__Task description__: Reproduce this listing from its first line through the line with "c.font = font", inclusive, leaving out all that follows.

__Given entries__:
□ □ □ □ □ □ □

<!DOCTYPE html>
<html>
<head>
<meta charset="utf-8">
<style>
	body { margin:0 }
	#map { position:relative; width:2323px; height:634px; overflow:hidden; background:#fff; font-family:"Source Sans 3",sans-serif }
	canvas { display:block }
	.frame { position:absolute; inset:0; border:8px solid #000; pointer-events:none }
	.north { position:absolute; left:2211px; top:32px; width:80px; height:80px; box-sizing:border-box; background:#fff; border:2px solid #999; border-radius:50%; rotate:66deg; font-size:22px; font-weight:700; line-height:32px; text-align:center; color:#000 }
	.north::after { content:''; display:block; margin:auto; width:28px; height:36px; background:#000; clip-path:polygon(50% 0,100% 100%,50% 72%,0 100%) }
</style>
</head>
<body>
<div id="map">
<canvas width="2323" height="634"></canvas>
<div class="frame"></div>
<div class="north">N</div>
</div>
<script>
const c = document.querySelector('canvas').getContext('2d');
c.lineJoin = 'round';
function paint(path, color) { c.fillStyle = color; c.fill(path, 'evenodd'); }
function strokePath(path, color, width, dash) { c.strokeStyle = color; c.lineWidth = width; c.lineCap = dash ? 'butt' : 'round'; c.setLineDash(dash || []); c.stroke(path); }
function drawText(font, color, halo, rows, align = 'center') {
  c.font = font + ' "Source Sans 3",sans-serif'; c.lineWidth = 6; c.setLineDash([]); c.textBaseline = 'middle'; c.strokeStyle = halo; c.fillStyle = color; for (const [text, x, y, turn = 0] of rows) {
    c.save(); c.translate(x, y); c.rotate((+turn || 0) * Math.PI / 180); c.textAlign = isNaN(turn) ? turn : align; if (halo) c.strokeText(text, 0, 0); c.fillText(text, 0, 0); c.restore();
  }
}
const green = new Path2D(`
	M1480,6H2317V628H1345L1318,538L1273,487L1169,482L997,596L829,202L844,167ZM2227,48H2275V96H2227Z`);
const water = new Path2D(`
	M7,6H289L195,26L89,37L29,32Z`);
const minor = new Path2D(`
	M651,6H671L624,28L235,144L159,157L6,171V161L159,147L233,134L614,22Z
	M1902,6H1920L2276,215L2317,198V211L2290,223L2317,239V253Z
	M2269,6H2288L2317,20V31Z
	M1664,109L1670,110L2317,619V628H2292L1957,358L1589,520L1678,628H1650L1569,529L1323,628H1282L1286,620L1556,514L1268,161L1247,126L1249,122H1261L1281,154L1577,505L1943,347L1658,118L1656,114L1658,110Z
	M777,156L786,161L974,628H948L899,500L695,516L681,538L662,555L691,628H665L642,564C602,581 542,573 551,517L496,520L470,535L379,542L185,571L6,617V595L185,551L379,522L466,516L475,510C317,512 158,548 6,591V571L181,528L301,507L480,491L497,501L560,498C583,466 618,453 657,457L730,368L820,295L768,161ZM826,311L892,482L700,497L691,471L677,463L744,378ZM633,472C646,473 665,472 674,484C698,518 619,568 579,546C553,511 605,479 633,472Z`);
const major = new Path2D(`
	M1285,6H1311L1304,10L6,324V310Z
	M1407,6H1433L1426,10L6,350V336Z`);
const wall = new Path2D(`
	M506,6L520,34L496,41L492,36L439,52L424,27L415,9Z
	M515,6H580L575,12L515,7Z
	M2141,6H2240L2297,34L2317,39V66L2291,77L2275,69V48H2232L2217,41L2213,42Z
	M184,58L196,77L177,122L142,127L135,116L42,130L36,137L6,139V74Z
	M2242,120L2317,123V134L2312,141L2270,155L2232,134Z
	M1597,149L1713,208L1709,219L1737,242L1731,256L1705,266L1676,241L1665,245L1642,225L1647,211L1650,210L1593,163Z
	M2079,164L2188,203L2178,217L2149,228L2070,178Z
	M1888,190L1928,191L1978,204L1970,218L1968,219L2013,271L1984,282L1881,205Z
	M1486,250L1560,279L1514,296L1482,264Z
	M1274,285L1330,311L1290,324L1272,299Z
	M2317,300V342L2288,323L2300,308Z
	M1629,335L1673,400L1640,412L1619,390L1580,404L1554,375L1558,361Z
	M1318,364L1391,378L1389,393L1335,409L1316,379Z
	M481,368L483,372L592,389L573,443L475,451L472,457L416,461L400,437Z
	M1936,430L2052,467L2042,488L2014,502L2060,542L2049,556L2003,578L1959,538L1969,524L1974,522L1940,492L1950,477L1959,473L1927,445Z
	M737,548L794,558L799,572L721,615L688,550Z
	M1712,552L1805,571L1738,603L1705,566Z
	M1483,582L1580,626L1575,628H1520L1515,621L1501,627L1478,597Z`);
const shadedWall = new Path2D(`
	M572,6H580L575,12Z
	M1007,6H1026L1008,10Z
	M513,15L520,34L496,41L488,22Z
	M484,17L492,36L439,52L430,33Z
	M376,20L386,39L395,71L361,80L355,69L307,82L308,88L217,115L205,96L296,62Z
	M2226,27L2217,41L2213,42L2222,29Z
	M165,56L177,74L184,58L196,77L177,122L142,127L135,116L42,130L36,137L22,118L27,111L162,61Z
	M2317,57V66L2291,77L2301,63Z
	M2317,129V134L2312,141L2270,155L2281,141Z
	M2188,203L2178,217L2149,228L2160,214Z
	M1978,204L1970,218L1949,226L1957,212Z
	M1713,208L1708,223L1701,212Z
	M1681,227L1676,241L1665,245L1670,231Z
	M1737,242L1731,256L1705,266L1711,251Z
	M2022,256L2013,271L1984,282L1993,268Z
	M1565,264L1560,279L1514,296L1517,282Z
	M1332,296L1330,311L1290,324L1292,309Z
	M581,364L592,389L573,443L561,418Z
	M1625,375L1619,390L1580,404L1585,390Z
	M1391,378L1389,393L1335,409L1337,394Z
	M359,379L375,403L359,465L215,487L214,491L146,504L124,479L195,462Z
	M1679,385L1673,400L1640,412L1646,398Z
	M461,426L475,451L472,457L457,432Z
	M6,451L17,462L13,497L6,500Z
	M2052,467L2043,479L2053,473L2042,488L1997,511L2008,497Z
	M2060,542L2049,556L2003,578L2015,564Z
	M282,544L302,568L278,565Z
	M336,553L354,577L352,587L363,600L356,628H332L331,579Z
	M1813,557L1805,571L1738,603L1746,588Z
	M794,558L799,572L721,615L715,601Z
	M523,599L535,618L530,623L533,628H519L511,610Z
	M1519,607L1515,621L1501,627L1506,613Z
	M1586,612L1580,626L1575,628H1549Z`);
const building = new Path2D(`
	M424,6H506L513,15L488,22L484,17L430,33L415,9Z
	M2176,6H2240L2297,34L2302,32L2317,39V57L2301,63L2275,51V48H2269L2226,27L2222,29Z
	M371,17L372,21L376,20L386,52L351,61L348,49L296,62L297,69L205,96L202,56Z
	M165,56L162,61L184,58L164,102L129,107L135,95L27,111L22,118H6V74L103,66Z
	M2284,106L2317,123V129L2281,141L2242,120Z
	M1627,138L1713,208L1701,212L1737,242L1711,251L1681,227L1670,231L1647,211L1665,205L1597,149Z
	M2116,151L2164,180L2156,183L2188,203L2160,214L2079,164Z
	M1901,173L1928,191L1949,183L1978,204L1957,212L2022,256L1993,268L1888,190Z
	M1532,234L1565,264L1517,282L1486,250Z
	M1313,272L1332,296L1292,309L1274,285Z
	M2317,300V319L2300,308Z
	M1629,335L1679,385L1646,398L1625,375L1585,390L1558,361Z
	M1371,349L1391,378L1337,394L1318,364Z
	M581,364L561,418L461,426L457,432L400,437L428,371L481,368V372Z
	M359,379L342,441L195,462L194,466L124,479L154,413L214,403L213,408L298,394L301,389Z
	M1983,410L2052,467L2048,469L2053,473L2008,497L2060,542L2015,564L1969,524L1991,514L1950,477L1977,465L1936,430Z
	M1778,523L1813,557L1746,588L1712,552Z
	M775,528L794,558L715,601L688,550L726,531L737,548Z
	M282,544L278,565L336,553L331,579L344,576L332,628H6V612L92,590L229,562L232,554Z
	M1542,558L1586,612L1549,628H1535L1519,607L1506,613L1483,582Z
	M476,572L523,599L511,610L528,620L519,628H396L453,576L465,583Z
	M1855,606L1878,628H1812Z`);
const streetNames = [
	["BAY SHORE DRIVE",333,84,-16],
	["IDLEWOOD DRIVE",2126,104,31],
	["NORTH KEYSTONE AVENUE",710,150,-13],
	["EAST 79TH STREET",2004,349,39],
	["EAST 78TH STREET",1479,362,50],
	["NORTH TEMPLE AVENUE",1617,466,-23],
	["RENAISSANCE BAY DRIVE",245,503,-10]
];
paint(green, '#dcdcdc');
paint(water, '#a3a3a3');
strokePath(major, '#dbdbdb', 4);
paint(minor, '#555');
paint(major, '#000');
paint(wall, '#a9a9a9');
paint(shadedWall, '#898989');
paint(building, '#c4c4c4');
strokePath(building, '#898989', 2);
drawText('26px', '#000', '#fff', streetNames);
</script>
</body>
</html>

□ □ □ □ □ □ □

__Answer box__:
<!DOCTYPE html>
<html>
<head>
<meta charset="utf-8">
<style>
	body { margin:0 }
	#map { position:relative; width:2323px; height:634px; overflow:hidden; background:#fff; font-family:"Source Sans 3",sans-serif }
	canvas { display:block }
	.frame { position:absolute; inset:0; border:8px solid #000; pointer-events:none }
	.north { position:absolute; left:2211px; top:32px; width:80px; height:80px; box-sizing:border-box; background:#fff; border:2px solid #999; border-radius:50%; rotate:66deg; font-size:22px; font-weight:700; line-height:32px; text-align:center; color:#000 }
	.north::after { content:''; display:block; margin:auto; width:28px; height:36px; background:#000; clip-path:polygon(50% 0,100% 100%,50% 72%,0 100%) }
</style>
</head>
<body>
<div id="map">
<canvas width="2323" height="634"></canvas>
<div class="frame"></div>
<div class="north">N</div>
</div>
<script>
const c = document.querySelector('canvas').getContext('2d');
c.lineJoin = 'round';
function paint(path, color) { c.fillStyle = color; c.fill(path, 'evenodd'); }
function strokePath(path, color, width, dash) { c.strokeStyle = color; c.lineWidth = width; c.lineCap = dash ? 'butt' : 'round'; c.setLineDash(dash || []); c.stroke(path); }
function drawText(font, color, halo, rows, align = 'center') {
  c.font = font + ' "Source Sans 3",sans-serif'; c.lineWidth = 6; c.setLineDash([]); c.textBaseline = 'middle'; c.strokeStyle = halo; c.fillStyle = color; for (const [text, x, y, turn = 0] of rows) {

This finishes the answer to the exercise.